Optimizing Graphics Performance
Desktop
Good performance is critical to the success of many games. Below are some simple guidelines for maximizing the speed of your game's graphical rendering.
Optimizing Meshes
You only pay a rendering cost for objects that have a Mesh Renderer attached and are within the view frustum. There is no rendering cost from empty GameObjects in the scene or from objects that are out of the view of any camera.
Modern graphics cards are really good at handling a lot of polygons but there is a significant overhead for each batch (ie, mesh) that you submit to the graphics card. So if you have a 100-triangle object it is going to be just as expensive to render as a 1500-triangle object. The "sweet spot" for optimal rendering performance is somewhere around 1500-4000 triangles per mesh.

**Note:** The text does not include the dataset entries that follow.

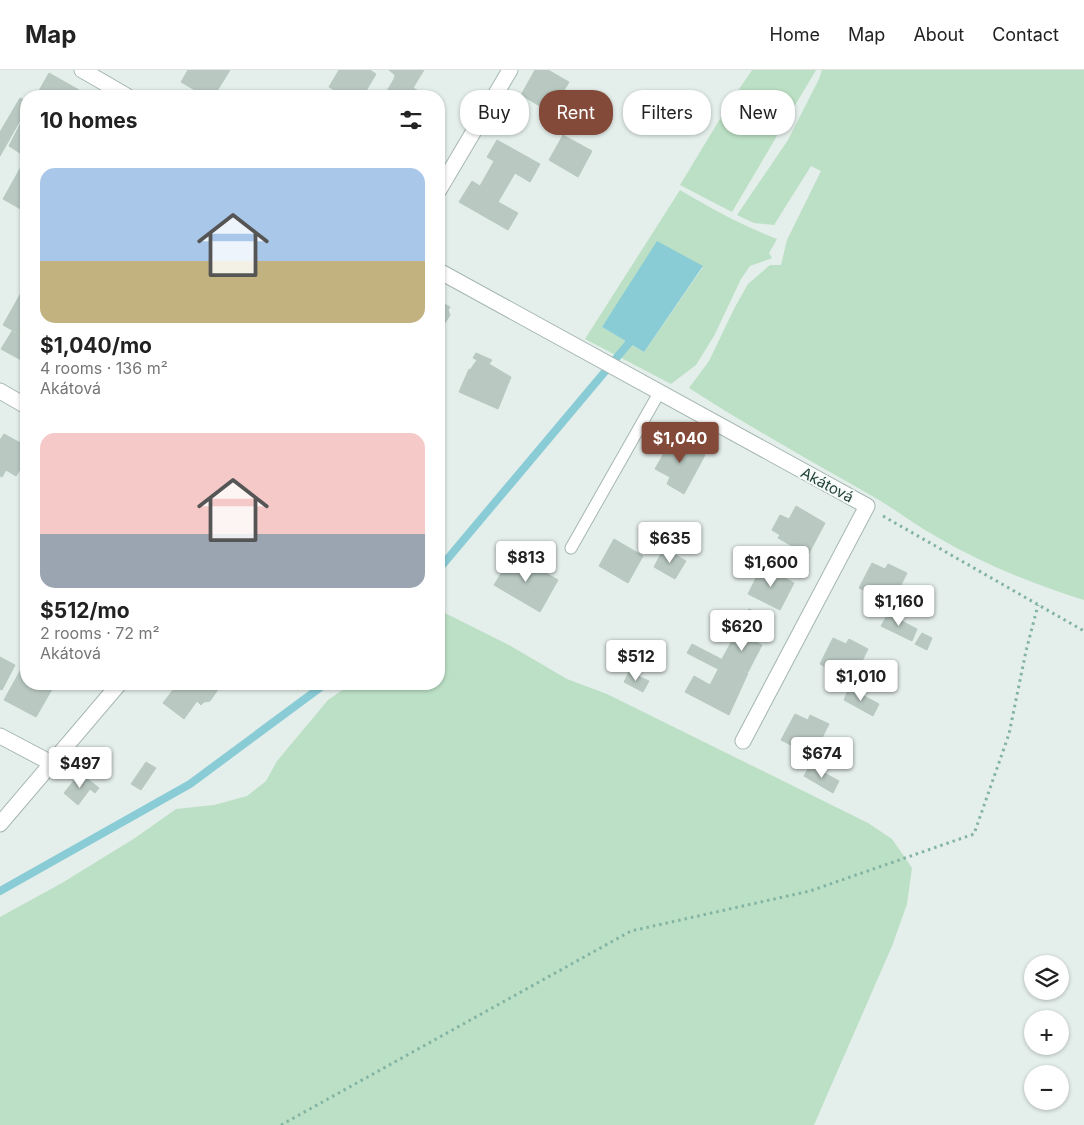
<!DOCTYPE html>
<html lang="en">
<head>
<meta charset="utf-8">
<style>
	:root { --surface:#fff; --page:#f6f6f6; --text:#222; --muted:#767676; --line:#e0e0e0; --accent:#834a3a }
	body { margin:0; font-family:Inter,sans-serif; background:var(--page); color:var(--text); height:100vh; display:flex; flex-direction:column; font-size:19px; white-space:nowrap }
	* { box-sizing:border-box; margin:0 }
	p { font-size:16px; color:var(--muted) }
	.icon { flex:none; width:28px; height:28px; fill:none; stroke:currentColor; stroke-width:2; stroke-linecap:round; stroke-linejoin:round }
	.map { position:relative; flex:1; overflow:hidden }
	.sheet { position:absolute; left:20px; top:20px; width:425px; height:600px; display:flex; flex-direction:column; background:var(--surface); border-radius:20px; box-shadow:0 1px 4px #0004 }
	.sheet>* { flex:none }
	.top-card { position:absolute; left:460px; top:20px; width:475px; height:45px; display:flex; gap:10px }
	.controls { position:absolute; left:1024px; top:885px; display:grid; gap:10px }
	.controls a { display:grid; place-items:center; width:45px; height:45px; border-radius:50%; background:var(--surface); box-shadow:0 1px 4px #0004; font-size:25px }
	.price { position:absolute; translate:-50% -42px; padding:0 11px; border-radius:5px; background:#fff; color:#222; font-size:16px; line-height:32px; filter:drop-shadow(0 1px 2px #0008) }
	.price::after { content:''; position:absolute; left:50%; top:30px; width:15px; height:11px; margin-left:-8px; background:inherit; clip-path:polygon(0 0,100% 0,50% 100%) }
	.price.current { background:var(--accent); color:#fff }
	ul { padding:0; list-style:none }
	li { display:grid; align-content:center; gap:10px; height:265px; padding:0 20px }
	li span { display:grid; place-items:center; height:155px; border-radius:15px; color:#555 }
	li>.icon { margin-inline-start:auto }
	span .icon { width:90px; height:90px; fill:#fffc; stroke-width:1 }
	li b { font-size:21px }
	h2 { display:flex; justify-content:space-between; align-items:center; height:60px; padding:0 20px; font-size:21px }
	.pill { padding:0 18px; border-radius:20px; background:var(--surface); box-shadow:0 1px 4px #0004; font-size:18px; line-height:45px }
	.pill.current { background:var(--accent); color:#fff }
	header { display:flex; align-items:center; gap:30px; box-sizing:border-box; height:70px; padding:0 25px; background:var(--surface); border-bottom:1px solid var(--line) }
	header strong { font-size:24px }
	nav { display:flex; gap:28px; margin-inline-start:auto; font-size:18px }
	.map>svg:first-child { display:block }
	.green { fill:#bce0c5; fill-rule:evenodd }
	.water { fill:#8accd6 }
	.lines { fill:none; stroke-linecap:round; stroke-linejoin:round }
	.stream { stroke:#8accd6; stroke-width:8 }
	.building { fill:#b9c9c2; stroke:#b6c9c0 }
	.service-casing { stroke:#a6b7b1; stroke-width:13 }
	.minor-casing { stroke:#a6b7b1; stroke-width:17 }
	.path { stroke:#83b4a3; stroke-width:3; stroke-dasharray:2.5 4; stroke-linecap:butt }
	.service { stroke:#fff; stroke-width:11 }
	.minor { stroke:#fff; stroke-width:15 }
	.labels { text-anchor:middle; stroke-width:4; stroke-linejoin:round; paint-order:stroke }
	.street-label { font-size:15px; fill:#224238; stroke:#f5faf8 }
</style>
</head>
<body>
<header>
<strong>Map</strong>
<nav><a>Home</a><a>Map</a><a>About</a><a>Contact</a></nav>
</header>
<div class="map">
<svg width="1084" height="1055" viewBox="0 0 1084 1055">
	<rect width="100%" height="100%" fill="#e4eeea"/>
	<path class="green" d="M752 0H816L732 142 680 115 729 34Z
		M822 0H1084V530C1033 514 983 494 937 467 917 456 899 442 879 430 816 394 751 358 689 318L709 291 735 237 748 214 770 195H781L787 170 821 101 811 96 774 155 754 153 737 145 788 70 819 9Z
		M680 120C712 139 743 156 777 169L769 183 772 188 750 196 741 209 714 266 696 295 671 314 585 269ZM679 184 703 197 644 282 602 257 615 238Z
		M439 542H443L509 575 567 609 607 624 868 753 892 769 912 798 907 834 892 876 814 1055H0V847L62 813 135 768 176 739 214 735 247 726 266 711 277 691 328 630 351 614H439Z"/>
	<path class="water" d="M657 171 703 196 644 282 602 257Z"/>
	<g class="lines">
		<path class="stream" d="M439 499 629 273
			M0 821 190 714 325 614"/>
	</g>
	<path class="building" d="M188 0H230L214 26H205L181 12Z
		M339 0H370L376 4 363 26H346L329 17Z
		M389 0H424L413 18 428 26H384L394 9 395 5Z
		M535 0H548L569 12 562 24 568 28 556 49 550 46 552 43 521 25Z
		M49 3 79 20 76 26H36Z
		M20 28 26 31V40L0 86V62Z
		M26 43V87L9 76Z
		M563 65 592 81 578 107 549 90Z
		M497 70 540 94 530 112 515 103 498 132 518 143 508 160 459 132 472 111 480 116 494 91 487 87Z
		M26 88V142L3 129Z
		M26 214V261L23 266 3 255Z
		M439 231 450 237 448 240 450 245 445 253 440 254 439 257Z
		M12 261 26 269V285L23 291 1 279Z
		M476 283 492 290 489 294 511 307 498 339 459 322 469 299 470 300 477 290 473 288Z
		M4 364 26 376V390L16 406 6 400 2 407 0 406V370Z
		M673 367 705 385 684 424 667 414 670 407 655 399Z
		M796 436 825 453 808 485 778 468 780 465 772 460 780 445 789 449Z
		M614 469 643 486 628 513 599 496Z
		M664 478 686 491 675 509 654 497Z
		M513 484 558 510 540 542 494 515Z
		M872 493 885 499 888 494 907 503 891 535 859 518Z
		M762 496 794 513 780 540 748 524Z
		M749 539 772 551 766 562 743 550Z
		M888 544 917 559 912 571 881 556Z
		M922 563 932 568 927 580 915 574Z
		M735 565 741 568 743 565 762 575 748 602 722 589Z
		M833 568 846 574 849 569 868 579 852 611 820 594Z
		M692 574 723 590 718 599 687 583Z
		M0 587 15 595 2 620 0 619Z
		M723 590 748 603 729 645 685 622 694 606 710 615Z
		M25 592 26 593V614H55L36 647 4 630Z
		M629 602 649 611 643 622 624 612Z
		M174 614H219V618L210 631 204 632 201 635 197 631 184 649 163 633 176 616Z
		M849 618 879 634 873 646 844 630Z
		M795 644 808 650 810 645 829 654 813 686 781 670Z
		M146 692 156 698 141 720 131 714Z
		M810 695 839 711 833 723 804 706Z
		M80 703 99 718 95 723 90 719 78 735 64 723Z"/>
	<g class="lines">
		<defs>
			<path id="service" d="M571 478 659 323"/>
			<path id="minor" d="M82 0 127 26
				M439 120 510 0
				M439 201 867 436 743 671
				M0 321 26 336
				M0 666 53 694
				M0 754 119 614"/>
		</defs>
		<use href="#service" class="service-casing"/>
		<use href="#minor" class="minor-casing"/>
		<path class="path" d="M883 446 1084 561
			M281 1055 631 861 810 821 974 764 1009 664 1026 581 1038 535"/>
		<use href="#service" class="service"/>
		<use href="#minor" class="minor"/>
	</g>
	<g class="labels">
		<g class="street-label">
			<text transform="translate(827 415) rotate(28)" y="5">Akátová</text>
		</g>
	</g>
</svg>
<div class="controls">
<a><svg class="icon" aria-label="layers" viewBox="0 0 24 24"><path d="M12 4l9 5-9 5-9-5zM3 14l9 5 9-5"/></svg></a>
<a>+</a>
<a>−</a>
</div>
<b class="price current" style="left:680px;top:394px">$1,040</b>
<b class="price" style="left:670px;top:494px">$635</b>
<b class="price" style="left:526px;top:513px">$813</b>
<b class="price" style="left:771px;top:518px">$1,600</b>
<b class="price" style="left:899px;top:557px">$1,160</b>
<b class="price" style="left:742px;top:582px">$620</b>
<b class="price" style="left:636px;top:612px">$512</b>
<b class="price" style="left:861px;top:632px">$1,010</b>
<b class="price" style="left:822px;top:709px">$674</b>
<b class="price" style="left:80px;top:719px">$497</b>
<div class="top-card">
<a class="pill">Buy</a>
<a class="pill current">Rent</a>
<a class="pill">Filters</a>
<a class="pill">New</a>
</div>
<section class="sheet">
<h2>10 homes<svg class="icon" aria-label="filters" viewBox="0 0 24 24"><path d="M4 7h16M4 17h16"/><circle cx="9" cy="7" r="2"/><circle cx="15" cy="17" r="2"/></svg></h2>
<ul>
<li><span style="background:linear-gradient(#a9c7e8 60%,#c2b280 0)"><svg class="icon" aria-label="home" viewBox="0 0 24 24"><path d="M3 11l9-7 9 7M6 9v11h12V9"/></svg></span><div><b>$1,040/mo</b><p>4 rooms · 136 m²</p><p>Akátová</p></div></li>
<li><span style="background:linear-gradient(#f6c9c9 65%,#9aa5b1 0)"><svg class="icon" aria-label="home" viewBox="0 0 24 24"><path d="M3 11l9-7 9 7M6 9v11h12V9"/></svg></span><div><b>$512/mo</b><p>2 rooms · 72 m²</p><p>Akátová</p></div></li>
</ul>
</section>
</div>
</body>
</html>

Usually, the best way to improve rendering performance is to combine objects together so that each mesh has around 1500 or more triangles and uses only one Material for the entire mesh. It is important to understand that combining two objects which don't share a material does not give you any performance increase at all. The most common reason for having multiple materials is that two meshes don't share the same textures, so to optimize rendering performance, you should ensure that any objects you combine share the same textures.
However, when using many pixel lights in the Forward rendering path, there are situations where combining objects may not make sense, as explained below.

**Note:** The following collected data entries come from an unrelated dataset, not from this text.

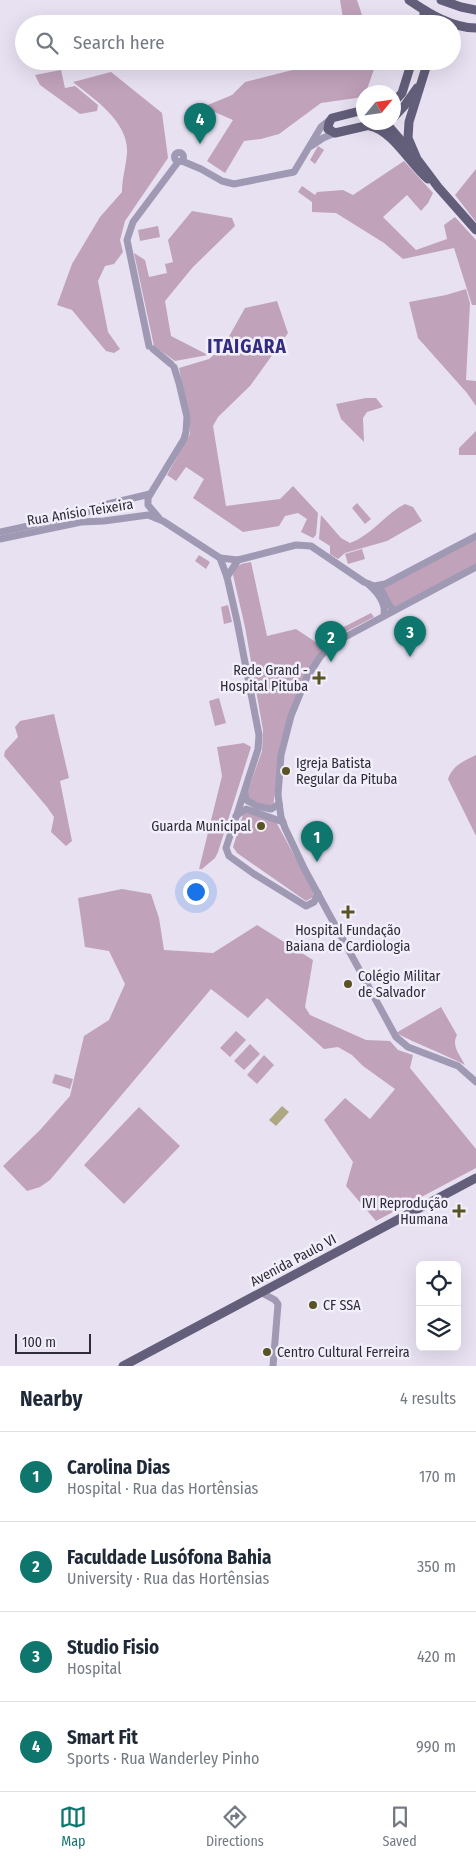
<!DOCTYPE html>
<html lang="en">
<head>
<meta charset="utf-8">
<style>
	:root { --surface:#fff; --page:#f2f2f3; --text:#1f2937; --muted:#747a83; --line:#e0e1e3; --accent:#0f766e }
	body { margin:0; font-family:"Fira Sans Condensed",sans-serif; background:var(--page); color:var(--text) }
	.controls { position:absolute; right:15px; bottom:15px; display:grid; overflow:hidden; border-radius:8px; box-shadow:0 5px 20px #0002 }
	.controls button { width:45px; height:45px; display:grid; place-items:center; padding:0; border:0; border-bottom:1px solid var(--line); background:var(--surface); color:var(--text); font:25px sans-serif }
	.compass { position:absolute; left:356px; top:85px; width:45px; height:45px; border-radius:50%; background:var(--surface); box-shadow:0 5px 20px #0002; rotate:61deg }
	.scale { position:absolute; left:15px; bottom:12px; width:76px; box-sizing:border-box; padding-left:5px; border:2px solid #2e2c39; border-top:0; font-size:14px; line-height:18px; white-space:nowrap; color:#2e2c39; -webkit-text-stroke:4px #f2eefa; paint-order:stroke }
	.you { position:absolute; left:195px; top:891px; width:18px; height:18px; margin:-12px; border:4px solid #fff; border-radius:50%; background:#1a73e8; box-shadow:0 0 0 8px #1a73e833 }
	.badge { display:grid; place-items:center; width:32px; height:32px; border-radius:50%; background:var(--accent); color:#fff; font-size:16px; font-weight:700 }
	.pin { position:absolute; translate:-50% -41px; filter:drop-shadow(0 1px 2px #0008) }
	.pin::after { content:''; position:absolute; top:26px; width:18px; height:15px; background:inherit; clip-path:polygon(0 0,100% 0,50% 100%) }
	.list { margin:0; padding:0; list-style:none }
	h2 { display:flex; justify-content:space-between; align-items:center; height:65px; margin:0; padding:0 20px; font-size:21px }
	h2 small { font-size:16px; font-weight:400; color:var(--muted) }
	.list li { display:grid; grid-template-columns:32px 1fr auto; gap:15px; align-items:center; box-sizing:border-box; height:90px; padding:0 20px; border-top:1px solid var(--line) }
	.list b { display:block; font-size:19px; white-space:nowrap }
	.list p { margin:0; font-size:16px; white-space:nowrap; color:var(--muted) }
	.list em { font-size:16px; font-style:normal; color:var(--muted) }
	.icon { flex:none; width:28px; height:28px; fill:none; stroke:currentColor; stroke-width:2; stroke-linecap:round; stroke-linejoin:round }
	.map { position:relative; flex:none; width:476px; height:1366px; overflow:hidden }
	.search { position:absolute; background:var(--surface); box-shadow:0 5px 20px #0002; left:15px; right:15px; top:15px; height:55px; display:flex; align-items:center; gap:12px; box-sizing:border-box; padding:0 18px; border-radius:28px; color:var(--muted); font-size:19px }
	.sheet { height:425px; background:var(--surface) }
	nav { display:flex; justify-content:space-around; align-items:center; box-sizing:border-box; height:70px; border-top:1px solid var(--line); background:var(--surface); font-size:14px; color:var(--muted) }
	nav a { display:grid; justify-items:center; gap:2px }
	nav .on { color:var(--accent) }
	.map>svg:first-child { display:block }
</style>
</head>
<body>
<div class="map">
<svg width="476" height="1366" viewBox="0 0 476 1366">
	<rect width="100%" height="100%" fill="#e8e1f2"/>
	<g fill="#c0a2bb">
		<polygon points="340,0 357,0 365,24 344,24"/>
		<polygon points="328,61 377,61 366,92 364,92 363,97 321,103 279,134 261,139 244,141 225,173 207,161 233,120 203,107 232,95 245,82"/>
		<polygon points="61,70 65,88 75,86 98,105 97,111 80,114 40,85 35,75"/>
		<path d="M111,72l51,41 6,45 -43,63 -5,19 3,12 -9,12 -9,2 -7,15 10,51 12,17 -6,4 -8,-2 -34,-41 -15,-5 15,-41 28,-47 22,-25c0,-14 4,-25 5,-39 2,-31 -33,-54 -54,-71z"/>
		<polygon points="318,146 324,150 315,164 310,160"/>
		<polygon points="404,161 433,193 428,203 421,211 407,195 383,217 416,250 447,239 444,225 455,217 476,240 476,305 472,305 454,248 403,259 384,243 336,213 312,212 312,202 298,192 302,186 315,195 317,192 343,190 353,195"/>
		<polygon points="476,169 476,222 455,195"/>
		<polygon points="192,211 232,218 235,226 193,267 165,301 171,336 208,355 175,361 154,346 134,253 145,260 149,277 167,273 165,264 173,262 168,240"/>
		<polygon points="158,226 160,237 140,241 138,230"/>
		<polygon points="466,289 470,303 466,380 476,381 476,406 467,393 418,338 409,302 446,295"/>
		<polygon points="277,301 288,333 250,386 218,417 213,426 226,506 280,499 293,486 318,513 316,535 313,538 301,532 307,519 298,513 285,516 279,526 243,532 193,498 204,479 186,467 176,481 167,475 190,434 190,420 179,368 209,359 223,347 245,308"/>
		<polygon points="366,398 376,398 383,407 367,412 363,418 364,442 341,419 336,404"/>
		<polygon points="476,431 476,455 459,455 459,448"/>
		<polygon points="357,503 371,519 365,524 352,508"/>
		<path d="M405,504l8,3 9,14 -35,20 -42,12 -7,6 -8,-5v-8l-11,-7 2,-24 20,23 9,5c22,-8 35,-29 55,-39z"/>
		<polygon points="476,538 476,565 392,608 382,588"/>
		<polygon points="362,549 365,559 348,564 345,554"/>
		<polygon points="199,555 210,562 206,569 195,561"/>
		<path d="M251,562l16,74 29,-7 24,16 20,-16 31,-16 3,4 -36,19 -15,14 -21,30 -21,63 -8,64 -23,-6 -3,-8 15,-42 1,-21 -18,-103 -12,-52c2,-11 8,-11 18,-13z"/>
		<polygon points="228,605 232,622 224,624 221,607"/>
		<polygon points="219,698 226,723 215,726 209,701"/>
		<polygon points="54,714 69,778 60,781 72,841 66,846 51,832 54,817 47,807 4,756 5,751 18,737 15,727 20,721"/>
		<polygon points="244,743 251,747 218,852 215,858 202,869 199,869 222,776 217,747"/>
		<path d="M476,755v81l-28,-57c5,-14 16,-18 28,-24z"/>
		<polygon points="247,812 275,820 314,892 313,897 306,901 237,853 233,847 243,815"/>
		<polygon points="122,889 151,894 159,918 164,950 213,953 257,925 313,960 305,1007 310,1015 366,1040 390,1041 398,1050 413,1055 410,1068 476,1149 476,1168 376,1221 346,1186 353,1162 324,1120 345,1098 370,1119 395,1089 363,1066 352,1055 338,1047 324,1049 267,998 248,1018 211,989 50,1180 40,1187 27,1191 3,1166 40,1130 70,1096 84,1036 109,1020 125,984 109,951 85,947 78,898"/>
		<path d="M441,1007l16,28c-6,11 3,20 8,30 -23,-12 -46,-20 -69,-32z"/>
		<polygon points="236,1031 246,1040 230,1057 220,1048"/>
		<polygon points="250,1044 260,1054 244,1070 234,1061"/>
		<polygon points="264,1055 274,1065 257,1084 247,1075"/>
		<polygon points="55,1074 73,1079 70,1089 52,1083"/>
		<polygon points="139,1107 180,1146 124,1204 84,1165"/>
	</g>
	<polygon fill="#ada882" points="282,1106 289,1112 276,1126 269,1120"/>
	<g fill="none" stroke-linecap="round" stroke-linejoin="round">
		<g stroke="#a099b3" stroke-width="7">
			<polyline points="311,146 323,138 335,133"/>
			<circle cx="179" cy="157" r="4.5"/>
			<polyline points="182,161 201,169 222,181 234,184 294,172 321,127 332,118"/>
			<polyline points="149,346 127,240 133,222 178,162"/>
			<polyline points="153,349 171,364"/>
			<polyline points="159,518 148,505 148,498 184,439 186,432 187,417 179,383 174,367"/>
			<polyline points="0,532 79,515 108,504 150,494"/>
			<polyline points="0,539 81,522 104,521 148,515 163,521 220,558 238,560 296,545 311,546 364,582 374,586 385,584 476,536"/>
			<polyline points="220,558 227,577 237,621 259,735 258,749 226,848 229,856 254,874 306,906 314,902 318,893"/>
			<polyline points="476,567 332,644 320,657 307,677 291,716 281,755 278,795 281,817 285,828 305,870 396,1037 408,1047 458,1066 476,1082"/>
			<polyline points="227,577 238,560"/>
			<path d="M369,585c9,8 17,18 15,30"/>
			<polyline points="379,586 389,605 393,610"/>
			<polyline points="245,793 246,800 257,806 271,809 279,804"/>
			<polyline points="236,816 246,809 283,822"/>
			<polyline points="262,1293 275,1300 278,1304 273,1366"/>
		</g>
		<g stroke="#635e79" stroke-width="9">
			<path d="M409,0c19,13 43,28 67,28"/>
			<polyline points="441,0 461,7 476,10"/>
			<polyline points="424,24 424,10"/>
			<polyline points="428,61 409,122 408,138 417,159 438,187 476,230"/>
			<polyline points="394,102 402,93 412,61"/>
			<polyline points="364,110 332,118 329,123 328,129 335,133 383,122"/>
			<polyline points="394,117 405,105 417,88"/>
			<polyline points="385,122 410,151"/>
			<path d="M370,126c22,4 41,39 58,53"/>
			<polyline points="123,1366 476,1178"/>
		</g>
	</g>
	<g fill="#585324" stroke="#f2eefa" stroke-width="2">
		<path d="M316.5 670.5h5v5h5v5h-5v5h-5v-5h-5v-5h5z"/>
		<circle cx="286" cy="771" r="5"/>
		<circle cx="261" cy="826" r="5"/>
		<path d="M345.5 904.5h5v5h5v5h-5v5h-5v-5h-5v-5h5z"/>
		<circle cx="348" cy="984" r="5"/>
		<path d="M456.5 1203.5h5v5h5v5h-5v5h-5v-5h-5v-5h5z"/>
		<circle cx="313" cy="1305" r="5"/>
		<circle cx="267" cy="1352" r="5"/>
	</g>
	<g text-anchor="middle" stroke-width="5" stroke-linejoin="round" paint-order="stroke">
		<g font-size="14" fill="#2e2c39" stroke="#f2eefa">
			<text transform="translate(80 512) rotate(-9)" y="5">Rua Anísio Teixeira</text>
			<text transform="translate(293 1260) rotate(-28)" y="5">Avenida Paulo VI</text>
		</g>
		<g font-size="14" fill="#2e2c39" stroke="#f2eefa" text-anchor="start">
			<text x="308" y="675" text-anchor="end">Rede Grand -<tspan x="308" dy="16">Hospital Pituba</tspan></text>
			<text x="296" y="768">Igreja Batista<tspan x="296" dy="16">Regular da Pituba</tspan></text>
			<text x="251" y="831" text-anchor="end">Guarda Municipal</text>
			<text x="348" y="935" text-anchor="middle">Hospital Fundação<tspan x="348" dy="16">Baiana de Cardiologia</tspan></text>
			<text x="358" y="981">Colégio Militar<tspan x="358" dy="16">de Salvador</tspan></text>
			<text x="448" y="1208" text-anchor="end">IVI Reprodução<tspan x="448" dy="16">Humana</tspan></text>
			<text x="323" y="1310">CF SSA</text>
			<text x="277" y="1357">Centro Cultural Ferreira</text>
		</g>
		<g font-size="19" font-weight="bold" letter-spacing="1" fill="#322b82" stroke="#f2eefa">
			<text x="247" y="353">ITAIGARA</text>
		</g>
	</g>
</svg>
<div class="controls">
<button><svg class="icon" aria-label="locate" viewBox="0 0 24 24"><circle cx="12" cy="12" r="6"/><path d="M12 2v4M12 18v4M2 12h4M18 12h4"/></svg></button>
<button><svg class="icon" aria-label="layers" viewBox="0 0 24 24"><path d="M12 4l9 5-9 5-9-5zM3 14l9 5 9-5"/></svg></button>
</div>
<svg class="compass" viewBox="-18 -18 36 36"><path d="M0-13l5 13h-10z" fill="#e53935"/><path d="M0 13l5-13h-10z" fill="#747a83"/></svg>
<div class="scale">100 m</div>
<div class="you"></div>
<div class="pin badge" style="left:317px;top:862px">1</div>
<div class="pin badge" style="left:331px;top:662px">2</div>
<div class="pin badge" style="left:410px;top:657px">3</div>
<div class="pin badge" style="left:200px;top:144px">4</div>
<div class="search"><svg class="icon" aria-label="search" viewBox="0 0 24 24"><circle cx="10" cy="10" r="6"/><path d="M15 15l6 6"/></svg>Search here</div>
</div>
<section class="sheet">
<h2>Nearby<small>4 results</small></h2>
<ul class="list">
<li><span class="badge">1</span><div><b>Carolina Dias</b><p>Hospital · Rua das Hortênsias</p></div><em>170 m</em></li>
<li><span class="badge">2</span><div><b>Faculdade Lusófona Bahia</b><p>University · Rua das Hortênsias</p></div><em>350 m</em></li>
<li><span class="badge">3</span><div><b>Studio Fisio</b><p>Hospital</p></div><em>420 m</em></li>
<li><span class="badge">4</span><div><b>Smart Fit</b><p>Sports · Rua Wanderley Pinho</p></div><em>990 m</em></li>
</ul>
</section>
<nav>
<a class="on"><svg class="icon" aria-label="map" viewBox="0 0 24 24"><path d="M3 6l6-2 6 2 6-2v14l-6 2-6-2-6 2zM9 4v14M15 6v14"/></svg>Map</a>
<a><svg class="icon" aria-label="directions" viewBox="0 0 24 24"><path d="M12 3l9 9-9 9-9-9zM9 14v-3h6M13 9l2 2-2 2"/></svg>Directions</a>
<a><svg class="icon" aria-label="saved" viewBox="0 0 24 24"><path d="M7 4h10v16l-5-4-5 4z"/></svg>Saved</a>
</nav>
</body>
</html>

Pixel Lights in the Forward Rendering Path
Note: this applies only to the Forward rendering path.
If you use pixel lighting then each mesh has to be rendered as many times as there are pixel lights illuminating it. If you combine two meshes that are very far apart, it will increase the effective size of the combined object. All pixel lights that illuminate any part of this combined object will be taken into account during rendering, so the number of rendering passes that need to be made could be increased. Generally, the number of passes that must be made to render the combined object is the sum of the number of passes for each of the separate objects, and so nothing is gained by combining. For this reason, you should not combine meshes that are far enough apart to be affected by different sets of pixel lights.
During rendering, Unity finds all lights surrounding a mesh and calculates which of those lights affect it most. The Quality Settings are used to modify how many of the lights end up as pixel lights and how many as vertex lights. Each light calculates its importance based on how far away it is from the mesh and how intense its illumination is. Furthermore, some lights are more important than others purely from the game context. For this reason, every light has a Render Mode setting which can be set to Important or Not Important; lights marked as Not Important will typically have a lower rendering overhead.
As an example, consider a driving game where the player's car is driving in the dark with headlights switched on. The headlights are likely to be the most visually significant light sources in the game, so their Render Mode would probably be set to Important. On the other hand, there may be other lights in the game that are less important (other cars' rear lights, say) and which don't improve the visual effect much by being pixel lights. The Render Mode for such lights can safely be set to Not Important so as to avoid wasting rendering capacity in places where it will give little benefit.
Per-Layer Cull Distances
In some games, it may be appropriate to cull small objects more aggressively than large ones in order to reduce number of draw calls. For example, small rocks and debris could be made invisible at long distances while large buildings would still be visible. To accomplish this culling, you can put small objects into a separate layer and setup per-layer cull distances using the Camera.layerCullDistances script function.
Shadows
If you are deploying for Desktop platforms then you should be careful when using shadows because they can add a lot of rendering overhead to your game if not used correctly. For further details, see the Shadows page.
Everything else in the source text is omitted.